流行とは面白いものです。誰かが「これがいい」と言い始めたら、みんなが一斉にそれに飛びつきます。洋服でも音楽でも、食べ物でも。流行の中心にいる人々が指を指す方向に、私たちは無意識のうちに従ってしまう。SNSで盛り上がるトレンドは、次の日には街中で見かけることが増えます。それはまるで、見えない手が私たちを操っているかのようです。

でも、ふと立ち止まって考えてみると、この流行という波に乗ることが本当に自分らしいことなのかと疑問が湧いてきます。もちろん、流行に乗ることで新しい発見や楽しみが得られることもあります。それは否定しません。ただ、その一方で、私は「マイ流行」、つまり自分だけの流行を大切にしたいとも思うのです。

「マイ流行」とは何でしょうか? それは、自分が本当に好きなもの、心地よいと感じるものを指します。たとえそれが他の人には理解されなかったり、時代遅れだと言われたりしても、そんなことは気にしません。それが自分にとっての「マイ流行」です。

たとえば、私は古い音楽を聴くのが好きです。今の若者が聴くような最新のヒットチャートにはほとんど興味が湧かず、むしろ昔の音楽に心を奪われます。その音楽には、時間を超えた魅力があります。流行に流されず、今もなお愛され続けているものには、それだけの理由があるのだと思います。

また、私は古本屋巡りが趣味です。新刊書店で本を買うのも良いですが、古本屋の独特な匂いや、表紙が少し擦り切れた本に魅力を感じるのです。それらの本には、前の持ち主が残した小さなメモや、ページの隅に折り目がついていることがあります。そうした痕跡を見つけると、その本がどんな旅をしてきたのか、どんな人の手に渡ったのかを想像せずにはいられません。これも私にとっての「マイ流行」です。
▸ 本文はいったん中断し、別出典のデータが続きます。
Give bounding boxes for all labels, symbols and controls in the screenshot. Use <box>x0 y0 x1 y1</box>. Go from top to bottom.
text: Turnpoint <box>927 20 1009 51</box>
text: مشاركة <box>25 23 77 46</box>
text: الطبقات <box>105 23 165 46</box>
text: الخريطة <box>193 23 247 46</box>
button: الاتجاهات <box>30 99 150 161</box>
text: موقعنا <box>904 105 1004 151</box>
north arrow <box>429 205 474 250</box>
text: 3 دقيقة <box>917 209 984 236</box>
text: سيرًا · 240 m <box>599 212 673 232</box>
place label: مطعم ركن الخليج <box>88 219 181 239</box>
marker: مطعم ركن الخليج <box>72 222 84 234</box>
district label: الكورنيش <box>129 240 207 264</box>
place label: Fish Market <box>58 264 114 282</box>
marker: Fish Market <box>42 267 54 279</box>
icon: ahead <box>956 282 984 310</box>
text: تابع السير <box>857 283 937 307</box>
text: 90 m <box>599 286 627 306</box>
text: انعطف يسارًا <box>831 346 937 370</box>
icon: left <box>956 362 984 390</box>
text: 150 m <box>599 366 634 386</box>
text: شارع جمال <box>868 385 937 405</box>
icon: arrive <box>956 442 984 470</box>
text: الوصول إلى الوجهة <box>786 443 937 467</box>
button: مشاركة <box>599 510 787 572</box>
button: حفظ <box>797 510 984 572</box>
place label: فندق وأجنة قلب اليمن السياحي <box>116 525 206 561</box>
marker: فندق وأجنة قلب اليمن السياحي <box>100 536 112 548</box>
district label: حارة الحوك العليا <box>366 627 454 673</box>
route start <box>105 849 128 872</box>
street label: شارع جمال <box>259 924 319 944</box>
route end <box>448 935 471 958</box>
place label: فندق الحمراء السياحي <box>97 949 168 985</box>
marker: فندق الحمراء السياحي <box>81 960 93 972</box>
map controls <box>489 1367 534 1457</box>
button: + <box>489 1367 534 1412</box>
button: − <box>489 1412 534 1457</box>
さらに言えば、私は日常の中で、流行に左右されない自分のリズムを大切にしています。例えば、朝のカフェの時間。流行りのカフェではなく、家でゆっくりと淹れる一杯が、私の日常を豊かにしてくれるのです。その時間には、何も急かされることなく、自分のペースで一日の始まりを楽しむことができます。

もちろん、流行を完全に無視するのは難しいし、それが悪いとも思いません。ただ、その波に飲み込まれる前に、「本当にこれが自分にとって価値があるものか?」と一度考えてみることは大切です。そうすれば、流行に流されることなく、自分だけのスタイルを見つけることができるでしょう。

「マイ流行」を大切にすることで、日常が少しだけ特別なものになるような気がします。周りの目を気にすることなく、自分が心から好きなものを見つけ、それを楽しむ。それが、私にとっての本当の贅沢であり、人生を豊かにする一つの方法です。

流行に乗ることも楽しいですが、自分だけの流行を見つけ、それを大切にすることの方が、もっと素晴らしいことだと信じています。だから、皆さんもぜひ、自分だけの「マイ流行」を探してみてください。それが、きっとあなたの日常をより豊かにしてくれるはずです。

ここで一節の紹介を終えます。